Daily Report for Sunday, April 8th (Group B)

Many of my English II students have decided to join us on this trip to Cambodia, even though they are missing 3 days of classes and a 2-3 page essay on Autism. In exchange for skipping that assignment, I decided to offer my students write daily blog reports on what kind of things we were doing in Cambodia. Today, we split up, with groups heading in 2 directions: to an Adventist academy (similar to TAPA and TAAS) called Cambodia Adventist School (CAS), and a Vietnamese Illegal Aliens school. One of my students, Curtis, decided to focus his article on his experience at the Vietnamese School.

The first day we arrived Siem Reap, Mrs. Webb told us this trip will change our lives. Honestly, I didn't believe her, because I've heard the same thing when I was in the China Mission Trip and I didn't think our lives can be changed more than once. She tells us that God has a purpose for each and every one of us here in Cambodia. I didn't believe God had any purpose for me.

There is one thing you can always depend on finding in the two Vietnamese schools, and that is smile on everyone of their faces. It's hard to imagine how poor their families are when they are laughing and cheering with the brightest smile a person can ever have. It was fun to talk to them and play with them.

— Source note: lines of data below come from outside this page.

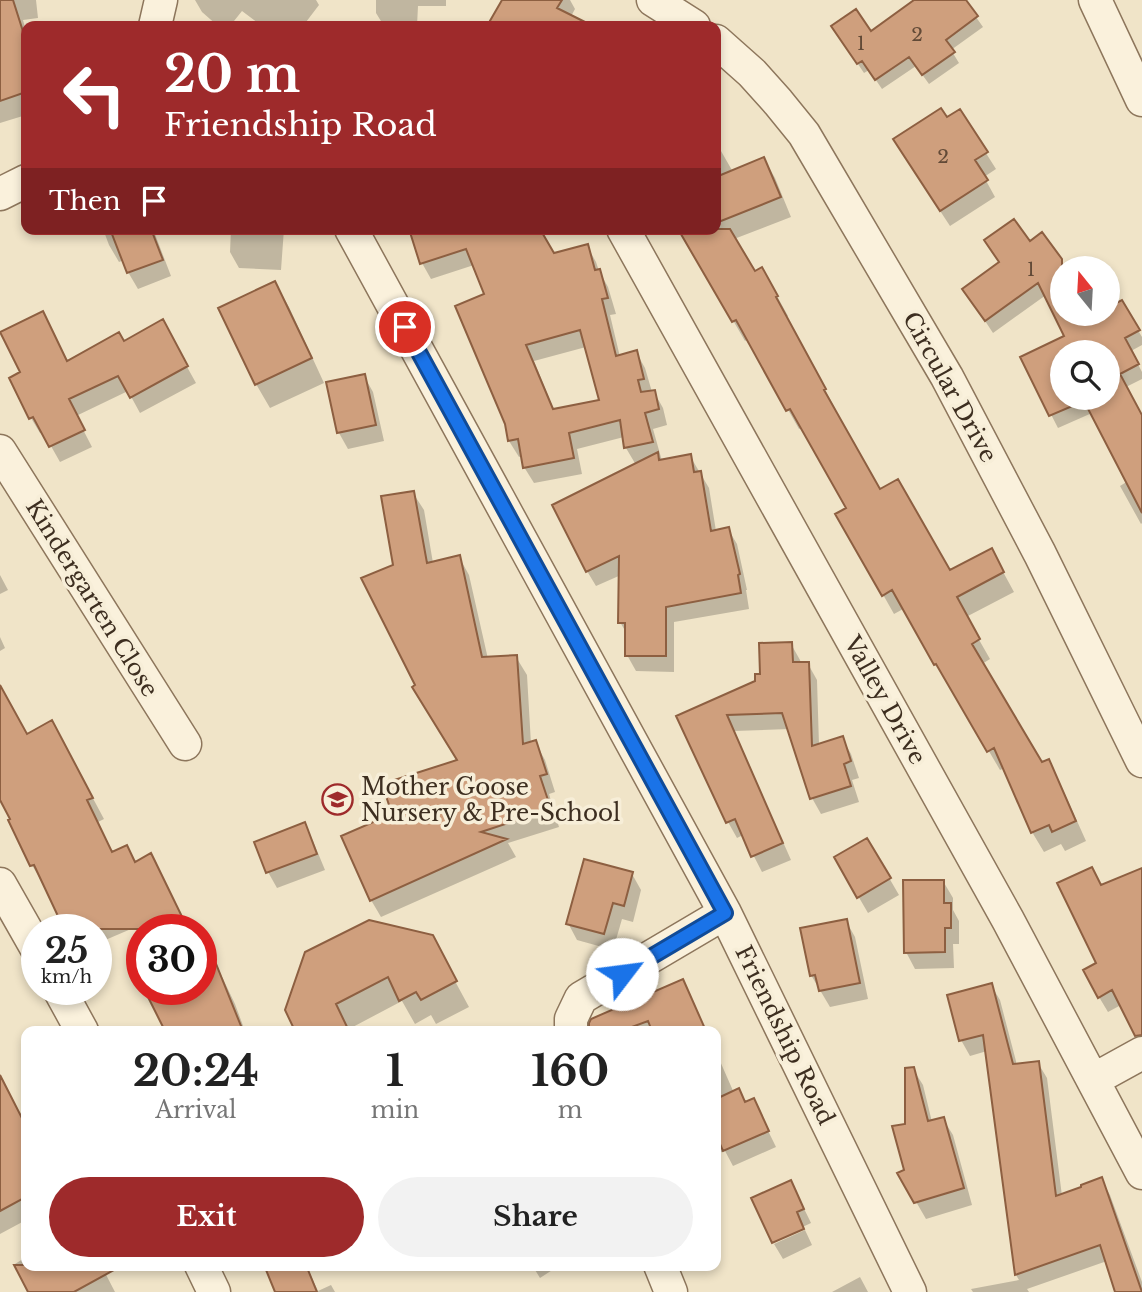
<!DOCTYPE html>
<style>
body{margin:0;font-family:"Libre Baskerville",serif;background:#f2f2f2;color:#222;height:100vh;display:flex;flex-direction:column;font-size:26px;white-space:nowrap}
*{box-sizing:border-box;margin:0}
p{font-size:23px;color:#767676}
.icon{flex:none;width:38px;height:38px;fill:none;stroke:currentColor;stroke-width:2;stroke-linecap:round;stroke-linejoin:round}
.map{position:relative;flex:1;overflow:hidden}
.drawer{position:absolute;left:21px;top:1026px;width:700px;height:245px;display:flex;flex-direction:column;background:#fff;border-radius:14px;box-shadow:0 4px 10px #0003}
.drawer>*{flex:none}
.guide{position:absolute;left:21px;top:21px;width:700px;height:214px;border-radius:14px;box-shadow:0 4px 10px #0003;background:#9e2a2b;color:#fff;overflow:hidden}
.needle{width:46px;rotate:342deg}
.tools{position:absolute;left:1050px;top:256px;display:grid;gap:14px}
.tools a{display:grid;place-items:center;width:70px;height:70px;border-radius:50%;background:#fff;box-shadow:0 4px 10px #0003;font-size:35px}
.speed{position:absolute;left:21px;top:914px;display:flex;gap:14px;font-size:35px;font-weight:700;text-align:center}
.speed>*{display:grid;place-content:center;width:91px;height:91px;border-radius:50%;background:#fff;box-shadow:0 4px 10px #0003;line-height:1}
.speed small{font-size:18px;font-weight:400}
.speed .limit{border:10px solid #d22;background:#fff;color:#111}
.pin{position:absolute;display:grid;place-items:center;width:60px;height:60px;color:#fff;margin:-30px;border:4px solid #fff;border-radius:50%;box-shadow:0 2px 7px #0007}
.me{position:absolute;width:77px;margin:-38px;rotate:60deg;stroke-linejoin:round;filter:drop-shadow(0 0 5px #0008)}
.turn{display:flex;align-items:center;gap:24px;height:147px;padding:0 28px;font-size:32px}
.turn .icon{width:91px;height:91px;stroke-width:2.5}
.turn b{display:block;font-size:49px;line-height:60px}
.then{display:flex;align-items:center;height:66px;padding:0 28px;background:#0003;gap:14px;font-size:26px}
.eta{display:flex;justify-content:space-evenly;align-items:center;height:119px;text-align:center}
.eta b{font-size:42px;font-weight:700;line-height:49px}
.primary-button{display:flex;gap:14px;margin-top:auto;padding:14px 28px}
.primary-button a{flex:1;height:80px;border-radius:42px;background:#9e2a2b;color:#fff;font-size:28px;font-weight:700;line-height:80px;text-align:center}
.primary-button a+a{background:#f2f2f2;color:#222}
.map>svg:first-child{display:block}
.shadow{fill:#0003;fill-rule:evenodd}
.building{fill:#cf9f7d;stroke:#8d5f41;stroke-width:2;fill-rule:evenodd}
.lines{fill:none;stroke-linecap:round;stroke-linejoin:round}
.minor-casing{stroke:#8d765c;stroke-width:35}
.minor{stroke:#faf1dc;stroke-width:32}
.route-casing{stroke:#114b97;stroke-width:18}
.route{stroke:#1a73e8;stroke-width:12}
.labels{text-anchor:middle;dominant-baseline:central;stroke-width:7;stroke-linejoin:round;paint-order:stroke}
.number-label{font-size:19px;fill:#624a37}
.street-label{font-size:23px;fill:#3d2e20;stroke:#f7eed8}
.poi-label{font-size:23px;fill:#3d2e20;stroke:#f7eed8;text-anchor:start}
</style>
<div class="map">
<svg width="1142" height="1292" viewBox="0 0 1142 1292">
<rect width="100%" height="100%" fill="#f0e4c8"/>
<path class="shadow" d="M 0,0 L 36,0 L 38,18 L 23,20 L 26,31 L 26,115 L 0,123 Z
M 195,0 L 316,0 L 319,5 L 303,26 L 262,26 L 242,11 L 230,26 L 218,26 L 202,12 Z
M 376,0 L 446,0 L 446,6 L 418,6 L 417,26 L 384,26 L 376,13 Z
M 504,0 L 570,0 L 575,9 L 569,20 L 573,26 L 489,26 Z
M 917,0 L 964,0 L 983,27 L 951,50 L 959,63 L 929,84 L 916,66 L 882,89 L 869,70 L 864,73 L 839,36 L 870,34 Z
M 960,112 L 996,169 L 984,177 L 995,197 L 950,226 L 904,156 Z
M 721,151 L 733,172 L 764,159 L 775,178 L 791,217 L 734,239 L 754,273 L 762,269 L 788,316 L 786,317 L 836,410 L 834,411 L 880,491 L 949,572 L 1002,570 L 1014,592 L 966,617 L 990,659 L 982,664 L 1042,764 L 1048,762 L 1059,781 L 1086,841 L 1065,851 L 1061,844 L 1044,852 L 1032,832 L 1005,768 L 1000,770 L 949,683 L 947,684 L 905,608 L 894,614 L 838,515 L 849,509 L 802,428 L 799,429 L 748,339 L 745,341 L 695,255 L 693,256 L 682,237 L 679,229 L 716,229 L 716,153 Z
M 103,229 L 153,229 L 171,276 L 138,289 L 128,272 L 124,260 L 119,262 L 109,245 Z
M 231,229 L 284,229 L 281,270 L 239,268 L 230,252 Z
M 411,229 L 553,255 L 587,246 L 596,262 L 599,271 L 608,287 L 616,314 L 610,315 L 620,357 L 636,352 L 645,368 L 652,392 L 654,392 L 663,408 L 667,425 L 653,429 L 662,461 L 690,456 L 709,488 L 716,531 L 728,529 L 737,544 L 747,590 L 746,590 L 749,609 L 674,622 L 674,672 L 636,671 L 627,655 L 627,634 L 620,622 L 621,575 L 596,586 L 587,571 L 636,465 L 626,448 L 624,437 L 577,449 L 582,474 L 534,483 L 524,467 L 522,456 L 519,457 L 509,441 L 486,295 L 474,265 L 431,279 L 422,263 ZM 586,347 L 601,402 L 554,410 L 534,361 Z
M 1042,234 L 1066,268 L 1062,268 L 1062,313 L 1108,313 L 1108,309 L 1121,302 L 1142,337 L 1142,345 L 1131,351 L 1142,372 L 1142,379 L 1126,387 L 1142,418 L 1142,523 L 1141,524 L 1120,486 L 1128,481 L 1092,413 L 1058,428 L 1022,358 L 1066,337 L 1046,295 L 993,333 L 964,289 ZM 1062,352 L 1108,352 L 1108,397 L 1062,397 Z
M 275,283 L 289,307 L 324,383 L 270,408 L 256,384 Z
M 162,322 L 196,383 L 140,413 L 128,391 L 76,416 L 92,447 L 60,462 L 43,432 L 40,433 L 31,418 L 68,363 L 123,343 Z
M 364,376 L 373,392 L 384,441 L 348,449 L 339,433 L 328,383 Z
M 413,493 L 424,510 L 433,563 L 459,557 L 469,575 L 488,659 L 516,657 L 527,675 L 531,744 L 535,742 L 545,760 L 555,792 L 549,794 L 559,827 L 508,843 L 516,857 L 381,917 L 371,900 L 394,815 L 459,761 L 417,686 L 395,567 Z
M 0,575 L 8,590 L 0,594 Z
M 0,637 L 5,648 L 0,651 Z
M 791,644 L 800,660 L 801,664 L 808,664 L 817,680 L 819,745 L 842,738 L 851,754 L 859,778 L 852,780 L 859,802 L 821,814 L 812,798 L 789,729 L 734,731 L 791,860 L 762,872 L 743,835 L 737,838 L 728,822 L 679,717 L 757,682 Z
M 0,688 L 27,736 L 64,744 L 104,819 L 98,822 L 113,854 L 135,863 L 151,855 L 186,923 L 192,920 L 198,929 L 142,929 L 142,934 L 138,926 L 96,944 L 96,929 L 66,929 L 46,886 L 44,886 L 32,865 L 0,797 Z
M 304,824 L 313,841 L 325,870 L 277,888 L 268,872 Z
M 867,840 L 899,895 L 868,913 L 836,858 Z
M 1142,870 L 1142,1028 L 1121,1005 L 1108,1012 L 1099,997 L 1099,964 L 1101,887 Z
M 632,874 L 641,890 L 633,922 L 622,919 L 613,950 L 577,940 L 568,923 Z
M 943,881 L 953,898 L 953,910 L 959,921 L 959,944 L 953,944 L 954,968 L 915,969 L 906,952 Z
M 846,921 L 855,937 L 868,999 L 830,1007 L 811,975 Z
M 369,922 L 443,959 L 469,1007 L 436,1024 L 431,1015 L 415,1024 L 402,1001 L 349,1029 L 350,1031 L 297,1031 Z
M 205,941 L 235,1004 L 245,1031 L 167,1031 L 146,989 L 201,989 Z
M 682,981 L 691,997 L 706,1031 L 591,1031 Z
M 991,985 L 1000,1000 L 1017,1065 L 1038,1063 L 1047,1078 L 1062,1196 L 1101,1179 L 1110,1195 L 1142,1282 L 1142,1292 L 1117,1292 L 1107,1261 L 1027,1289 L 1029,1292 L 973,1292 L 971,1289 L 1019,1280 L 1016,1275 L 987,1051 L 970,1056 L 961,1040 Z
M 716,1052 L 734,1093 L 739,1091 L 746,1104 L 753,1100 L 776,1147 L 733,1166 L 725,1151 L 716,1154 Z
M 913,1069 L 923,1085 L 932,1122 L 943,1119 L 953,1135 L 972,1205 L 926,1219 L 900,1174 L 907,1171 L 907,1126 Z
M 0,1078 L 26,1127 L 26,1220 L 0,1234 Z
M 791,1182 L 812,1225 L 811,1223 L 773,1241 Z
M 805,1230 L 812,1245 L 783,1259 L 774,1244 Z
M 26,1257 L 26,1265 L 101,1265 L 115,1292 L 30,1292 L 15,1264 Z
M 306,1265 L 318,1291 L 331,1285 L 335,1292 L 277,1292 Z
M 532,1265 L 560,1265 L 540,1278 Z
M 860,1277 L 868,1292 L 832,1292 Z"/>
<path class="building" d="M 0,0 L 13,0 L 26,41 L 26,92 L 0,101 Z
M 502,0 L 562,0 L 557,8 L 593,26 L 487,26 Z
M 914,0 L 966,0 L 978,16 L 946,40 L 955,52 L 922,75 L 909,57 L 875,80 L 862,61 L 857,64 L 831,26 L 856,9 L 871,31 Z
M 941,108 L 947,117 L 960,109 L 988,152 L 975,160 L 988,180 L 940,211 L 893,139 Z
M 764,157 L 781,197 L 716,223 L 716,177 Z
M 1014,219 L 1030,241 L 1042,232 L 1062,259 L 1062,313 L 1108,313 L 1108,307 L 1122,300 L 1140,330 L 1125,338 L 1139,364 L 1120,374 L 1142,415 L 1142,513 L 1084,401 L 1049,416 L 1020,357 L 1064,336 L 1038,283 L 985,321 L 962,289 L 999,262 L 984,240 ZM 1062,352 L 1108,352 L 1108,397 L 1062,397 Z
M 110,229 L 151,229 L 163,260 L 127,273 Z
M 409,229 L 540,229 L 554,253 L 588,244 L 595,270 L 600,269 L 608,298 L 602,299 L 616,356 L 637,350 L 644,379 L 638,380 L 641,392 L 655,390 L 659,409 L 645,413 L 653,442 L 624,448 L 620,420 L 569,433 L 574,458 L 523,468 L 518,439 L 508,441 L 505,424 L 455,306 L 484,294 L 466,249 L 420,264 ZM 580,330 L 599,400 L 553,409 L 526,345 Z
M 678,229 L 730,229 L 755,271 L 762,267 L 778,296 L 776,297 L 826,389 L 824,390 L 880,489 L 898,479 L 950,570 L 992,548 L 1004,572 L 957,597 L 980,639 L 972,644 L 1042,762 L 1049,759 L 1076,821 L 1052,832 L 1049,825 L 1031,833 L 994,748 L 987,752 L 936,664 L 934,665 L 892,590 L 882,596 L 835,514 L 846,508 L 790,409 L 786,411 L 736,320 L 732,322 Z
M 275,281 L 312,358 L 255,385 L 218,308 Z
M 43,311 L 67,361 L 119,332 L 124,341 L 163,319 L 188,366 L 130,398 L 118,376 L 69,399 L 85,430 L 49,447 L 33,417 L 29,419 L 9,378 L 20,372 L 0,332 Z
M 365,374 L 376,425 L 337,433 L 326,382 Z
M 658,452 L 659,460 L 691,454 L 694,472 L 701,471 L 711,531 L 729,527 L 740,574 L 738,575 L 741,593 L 666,607 L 666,656 L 625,656 L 625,623 L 618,623 L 619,556 L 586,572 L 552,505 Z
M 414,491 L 427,563 L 460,555 L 482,657 L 517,655 L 523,744 L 536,740 L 547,774 L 540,776 L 551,809 L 481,832 L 507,839 L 370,901 L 341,836 L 392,814 L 382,784 L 457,760 L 412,687 L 415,685 L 361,578 L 393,565 L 381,496 Z
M 792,642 L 793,662 L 809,662 L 812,746 L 843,736 L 851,761 L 844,764 L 851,786 L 810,799 L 782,713 L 727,715 L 783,843 L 751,857 L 735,819 L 726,823 L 676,716 L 755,681 L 755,674 L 760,674 L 759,643 Z
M 0,685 L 27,734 L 52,720 L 93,798 L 87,800 L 112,852 L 127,845 L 135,862 L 151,853 L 188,929 L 64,929 L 34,865 L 30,866 L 8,820 L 10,819 L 0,800 Z
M 305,822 L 317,854 L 266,873 L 254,842 Z
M 867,838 L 891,878 L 857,898 L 834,857 Z
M 584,859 L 633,872 L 624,906 L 613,903 L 604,934 L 566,924 Z
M 1092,867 L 1101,885 L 1142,868 L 1142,1035 L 1135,1036 L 1112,990 L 1098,998 L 1083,970 L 1096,963 L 1057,883 Z
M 903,880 L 944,880 L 944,903 L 951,903 L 951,928 L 945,928 L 945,952 L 904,953 Z
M 847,919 L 860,983 L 819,991 L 815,975 L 810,976 L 800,928 Z
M 369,920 L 433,935 L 457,981 L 421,1000 L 416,992 L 399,1001 L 388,977 L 336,1004 L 349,1031 L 295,1031 L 285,1010 L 305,952 Z
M 201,929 L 202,929 L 243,1031 L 165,1031 L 144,989 L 201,989 Z
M 683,979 L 706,1031 L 652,1031 L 648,1021 L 621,1031 L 589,1031 L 589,1023 L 591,1019 Z
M 992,983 L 1013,1064 L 1039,1061 L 1056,1196 L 1081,1187 L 1081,1185 L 1102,1177 L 1142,1292 L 1115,1292 L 1100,1245 L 1015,1275 L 983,1035 L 959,1041 L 947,995 Z
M 914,1067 L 928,1121 L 944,1117 L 964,1188 L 914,1203 L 897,1173 L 904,1170 L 892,1126 L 905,1124 L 905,1068 Z
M 0,1075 L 26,1126 L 26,1197 L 0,1211 Z
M 739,1088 L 745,1102 L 754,1098 L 769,1131 L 723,1151 L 716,1135 L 716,1099 Z
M 791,1180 L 804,1209 L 797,1212 L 804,1229 L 772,1243 L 751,1198 Z
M 14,1265 L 123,1265 L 74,1292 L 28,1292 Z
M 264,1265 L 306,1265 L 317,1292 L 275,1292 Z"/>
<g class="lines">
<defs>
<path id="minor" d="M 653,0 L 694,26
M 1095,0 L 1142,100
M 155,26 L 161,0
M 716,41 L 752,73 L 778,102 L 804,134 L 947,377 L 1040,554 L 1142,761
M 0,194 L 26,181
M 351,229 L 725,913 L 910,1292
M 623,229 L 1008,920 L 1142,1173
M 0,451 L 185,744
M 0,884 L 37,949
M 59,989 L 82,1031
M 571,1031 L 571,1019 L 581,998 L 725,913
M 1093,1080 L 1142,1053
M 201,1265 L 214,1292
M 660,1265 L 671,1292"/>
</defs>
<use href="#minor" class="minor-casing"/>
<use href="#minor" class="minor"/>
</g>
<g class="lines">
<defs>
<path id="route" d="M 405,327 L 725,913 L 622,974"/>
</defs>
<use href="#route" class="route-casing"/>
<use href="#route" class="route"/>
</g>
<defs>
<symbol id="school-ring" viewBox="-11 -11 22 22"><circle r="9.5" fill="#f7eed8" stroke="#9e2a2b" stroke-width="1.5"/><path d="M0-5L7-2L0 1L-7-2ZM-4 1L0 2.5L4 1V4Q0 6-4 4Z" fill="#9e2a2b"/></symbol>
</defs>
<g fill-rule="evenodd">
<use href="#school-ring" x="320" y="782" width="35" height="35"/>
</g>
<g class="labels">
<g class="number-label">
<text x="917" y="34">2</text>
<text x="861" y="43">1</text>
<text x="943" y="156">2</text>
<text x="1031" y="269">1</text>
</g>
<g class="street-label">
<text transform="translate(950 387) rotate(61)">Circular Drive</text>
<text transform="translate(92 598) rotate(58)">Kindergarten Close</text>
<text transform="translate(885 700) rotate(61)">Valley Drive</text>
<text transform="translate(785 1035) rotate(64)">Friendship Road</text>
</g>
<g class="poi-label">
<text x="361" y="787">Mother Goose<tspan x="361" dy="26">Nursery &amp; Pre-School</tspan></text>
</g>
</g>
</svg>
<div class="tools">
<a><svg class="needle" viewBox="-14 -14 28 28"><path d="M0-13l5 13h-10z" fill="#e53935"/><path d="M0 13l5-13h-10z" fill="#767676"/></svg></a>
<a><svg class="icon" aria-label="search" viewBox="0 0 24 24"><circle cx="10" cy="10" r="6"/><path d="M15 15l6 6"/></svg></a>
</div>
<div class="speed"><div>25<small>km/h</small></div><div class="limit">30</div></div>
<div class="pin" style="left:405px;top:327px;background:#d93025"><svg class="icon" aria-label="arrive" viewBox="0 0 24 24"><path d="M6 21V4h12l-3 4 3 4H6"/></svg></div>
<svg class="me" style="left:622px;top:974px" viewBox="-20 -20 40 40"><circle r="19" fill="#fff"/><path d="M0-13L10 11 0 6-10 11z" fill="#1a73e8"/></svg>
<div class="guide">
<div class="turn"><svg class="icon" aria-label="left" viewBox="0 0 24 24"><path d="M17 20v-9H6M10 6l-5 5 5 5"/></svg><div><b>20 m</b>Friendship Road</div></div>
<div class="then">Then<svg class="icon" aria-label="arrive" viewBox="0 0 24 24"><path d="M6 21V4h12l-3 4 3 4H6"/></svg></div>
</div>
<section class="drawer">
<div class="eta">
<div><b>20:24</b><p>Arrival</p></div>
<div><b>1</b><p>min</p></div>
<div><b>160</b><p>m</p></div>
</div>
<div class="primary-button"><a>Exit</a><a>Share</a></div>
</section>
</div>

I have a new Vietnamese friend today and he tried to communicate with me using hand motions, but then I asked a translator to tell me what he was trying to say, she told me the kid wants to drink water!!!, and then another time he was trying to ask me to count numbers in Chinese and so I count the numbers using his fingers and then his friend sitting next to him at that time counted numbers in English. For some reasons, he pulled each one of my fingers and I did the same to him and when his friend next to him was trying to touch my hand, he shouted something in Vietnamese and then his friend backed off, that was a funny incident.

Even though sometimes they can have no idea what we are speaking in English and we need a Vietnamese translator to communicate with them, we still had fun singing, playing games(like telephone sherades) with them and finished the program successfully.

In Taiwan, I was depress for my broken relationship with my friends and some other important people who were once meaningful to me in my life and also my failing grades for my depress feelings. I thought my life was worthless and that no one loved and cared about me. I didn't look around me and appreciate the things I have,not the things I lost and I didn't notice those people in my life who actually cared about me. These couple of days when I see those kids having poor living conditions, poor health care, poor education system, their smiles tell me that even when my life is in the worst place, there are always things in my life, like the friendships I have left, the joy of living in a country with good health care and a house with everything I ever needed, that can make me smile and praise God for everything I have.